The 1987 VFL draft was the second draft to provide recruitment opportunities to clubs participating in Australian rules football's elite Victorian Football League. Held after the end of the 1987 season, it consisted only of the national draft itself.

National draft
The format of the second VFL draft was much the same as that for the inaugural draft held the previous year. In each of the five rounds, the 13 participating clubs (except West Coast, which instead received complete access to all West Australian footballers for the second year) all received one selection, the order of which was set in the reverse of the previous season's finishing positions. The minimum age for draftees was again 16, but Sydney was the only club allowed to draft players from New South Wales who were under the age of 19.
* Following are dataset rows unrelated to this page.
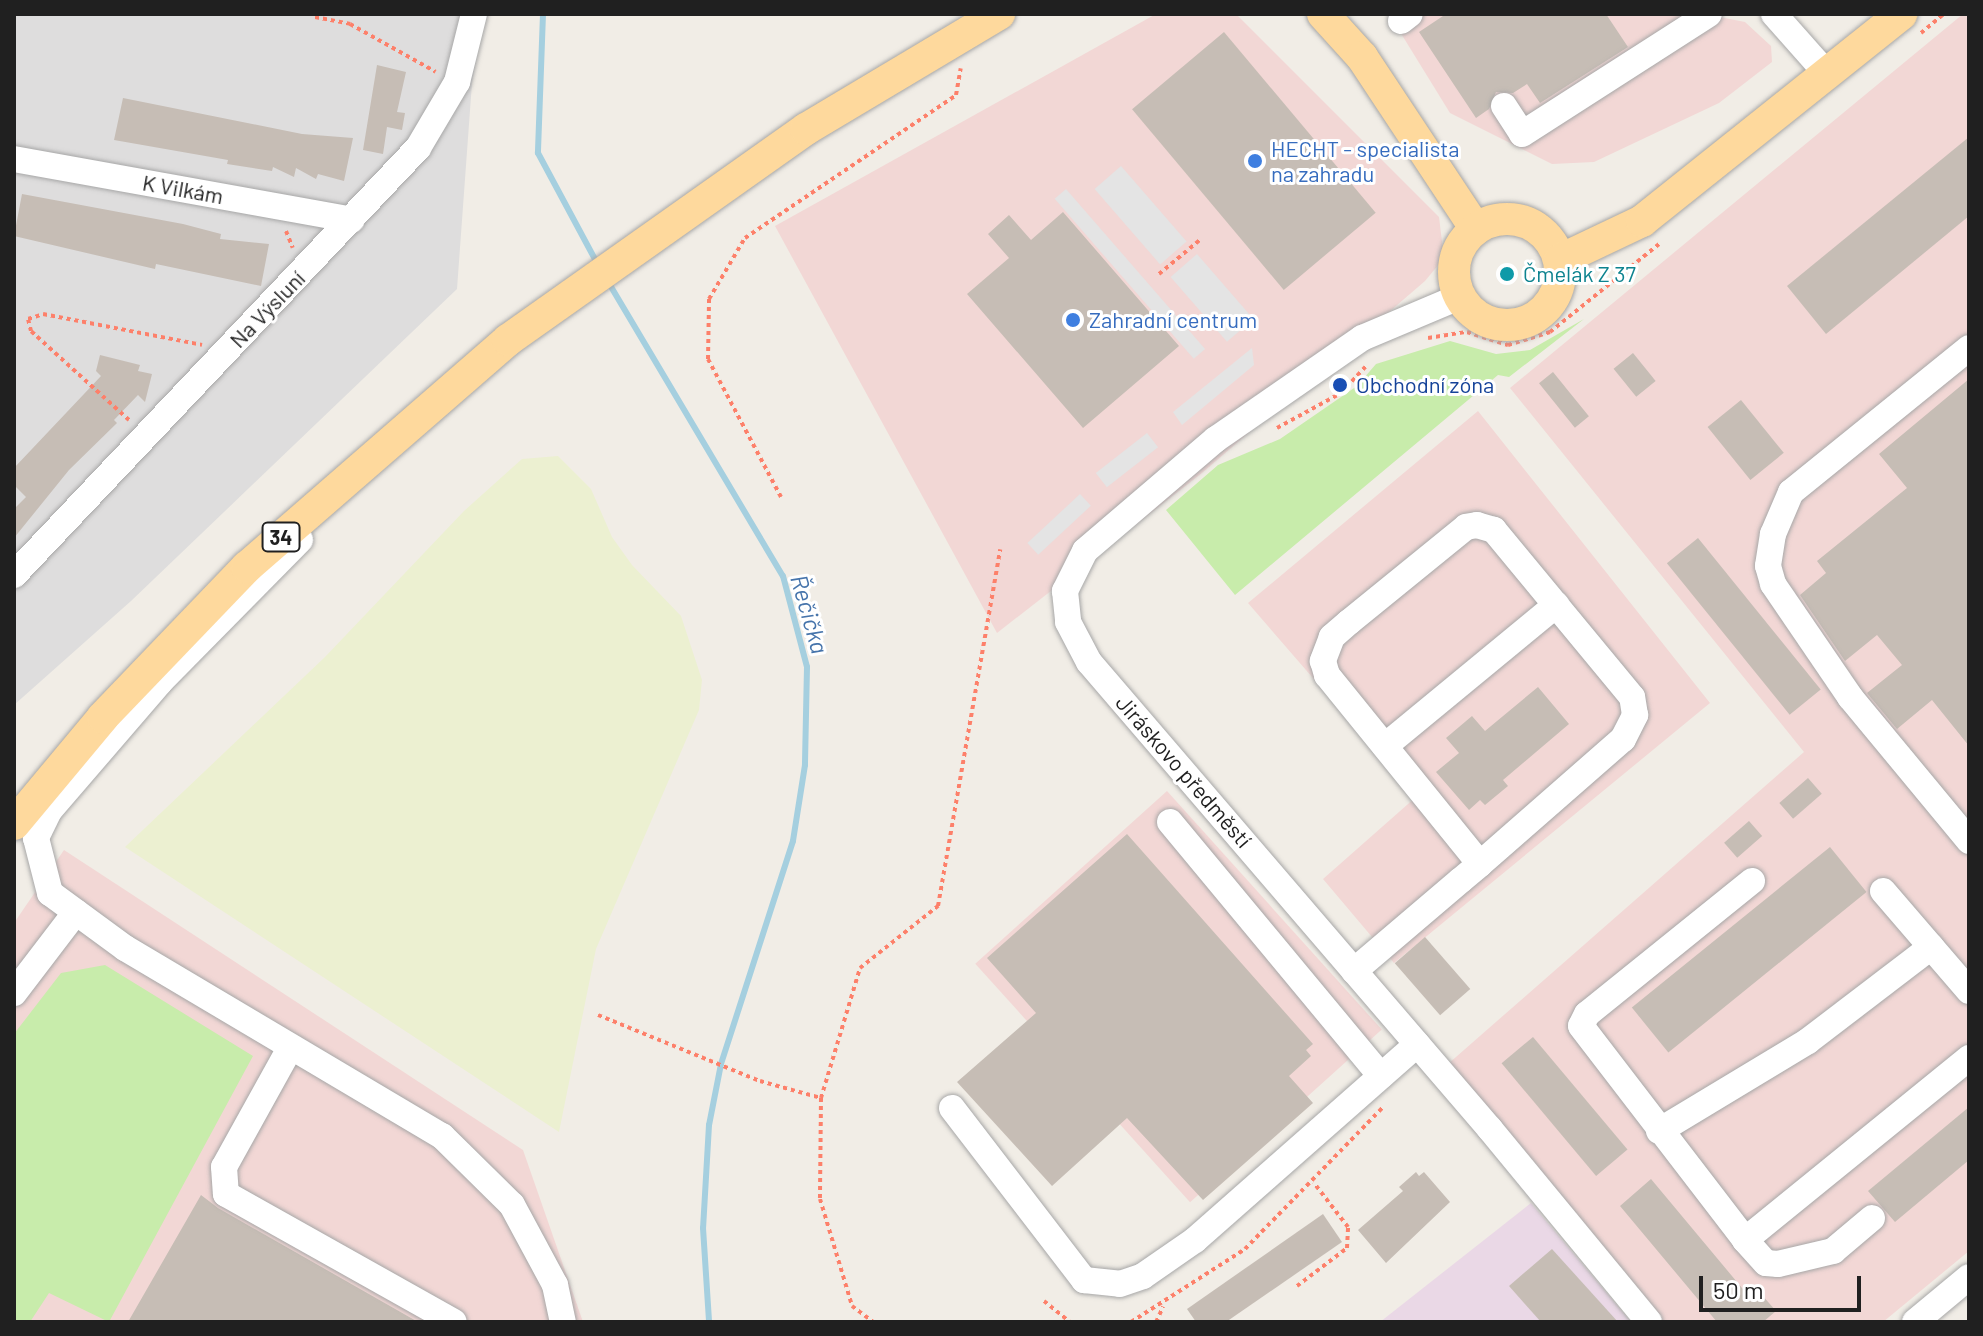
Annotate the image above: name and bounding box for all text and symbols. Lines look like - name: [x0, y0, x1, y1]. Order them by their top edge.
- place label: HECHT - specialista na zahradu: [1271, 135, 1459, 186]
- marker: HECHT - specialista na zahradu: [1246, 152, 1264, 170]
- street label: K Vilkám: [140, 169, 226, 209]
- place label: Čmelák Z 37: [1523, 261, 1636, 287]
- street label: Na Výsluní: [224, 265, 310, 353]
- marker: Čmelák Z 37: [1498, 265, 1516, 283]
- place label: Zahradní centrum: [1089, 307, 1257, 333]
- marker: Zahradní centrum: [1064, 311, 1082, 329]
- place label: Obchodní zóna: [1356, 372, 1494, 398]
- marker: Obchodní zóna: [1331, 376, 1349, 394]
- road number: 34: [261, 521, 301, 553]
- water label: Řečička: [785, 571, 835, 657]
- street label: Jiráskovo předměstí: [1111, 689, 1257, 853]
- scale bar: [1703, 1260, 1865, 1310]
- text: 50 m: [1713, 1275, 1764, 1304]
Meanwhile, in addition to being involved in the national draft, the Brisbane Bears also kept the sole recruitment rights for all players from Queensland, and although country zoning had now finished, Victorian clubs retained exclusive use of Metropolitan Zones.
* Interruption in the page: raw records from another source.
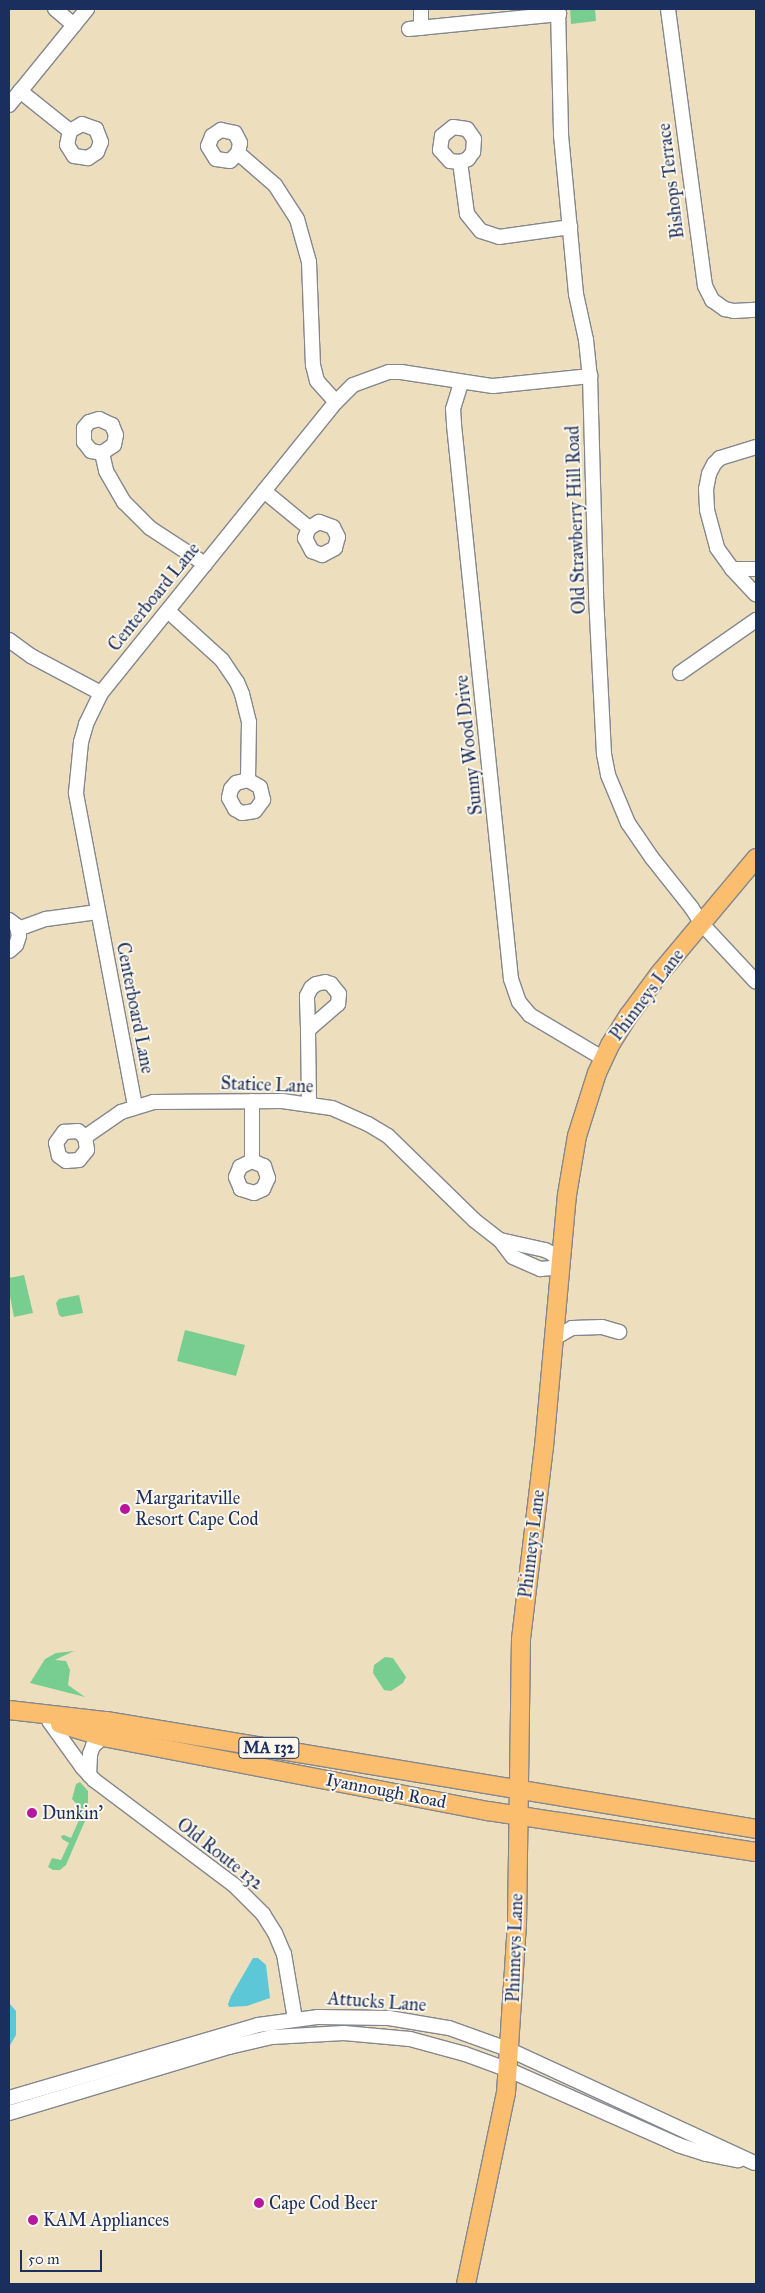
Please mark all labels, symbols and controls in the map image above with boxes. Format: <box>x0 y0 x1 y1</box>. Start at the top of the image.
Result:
street label: Bishops Terrace <box>653 122 689 240</box>
street label: Old Strawberry Hill Road <box>562 425 590 615</box>
street label: Centerboard Lane <box>104 538 204 656</box>
street label: Sunny Wood Drive <box>451 674 487 816</box>
street label: Centerboard Lane <box>112 941 158 1075</box>
street label: Phinneys Lane <box>606 945 688 1045</box>
street label: Statice Lane <box>220 1073 314 1097</box>
place label: Margaritaville Resort Cape Cod <box>135 1488 259 1530</box>
street label: Phinneys Lane <box>515 1489 549 1599</box>
marker: Margaritaville Resort Cape Cod <box>119 1503 131 1515</box>
road number: MA 132 <box>238 1735 300 1762</box>
street label: Iyannough Road <box>324 1769 448 1813</box>
place label: Dunkin' <box>42 1802 103 1824</box>
marker: Dunkin' <box>26 1807 38 1819</box>
street label: Old Route 132 <box>172 1814 268 1894</box>
street label: Phinneys Lane <box>502 1893 528 2003</box>
street label: Attucks Lane <box>327 1988 427 2016</box>
place label: Cape Cod Beer <box>269 2192 377 2214</box>
marker: Cape Cod Beer <box>253 2197 265 2209</box>
place label: KAM Appliances <box>43 2209 169 2231</box>
marker: KAM Appliances <box>27 2214 39 2226</box>
scale bar <box>22 2240 105 2272</box>
text: 50 m <box>28 2250 60 2268</box>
Like the previous draft, some players did not join the club that selected them. Notably, South Australians Chris McDermott, Andrew Jarman and Simon Tregenza all chose to stay at home and later became part of Adelaide's inaugural AFL squad, with second pick overall McDermott becoming the first captain of the team. Meanwhile, Jamie Cox opted for a first class cricket career with Tasmania over signing for Essendon.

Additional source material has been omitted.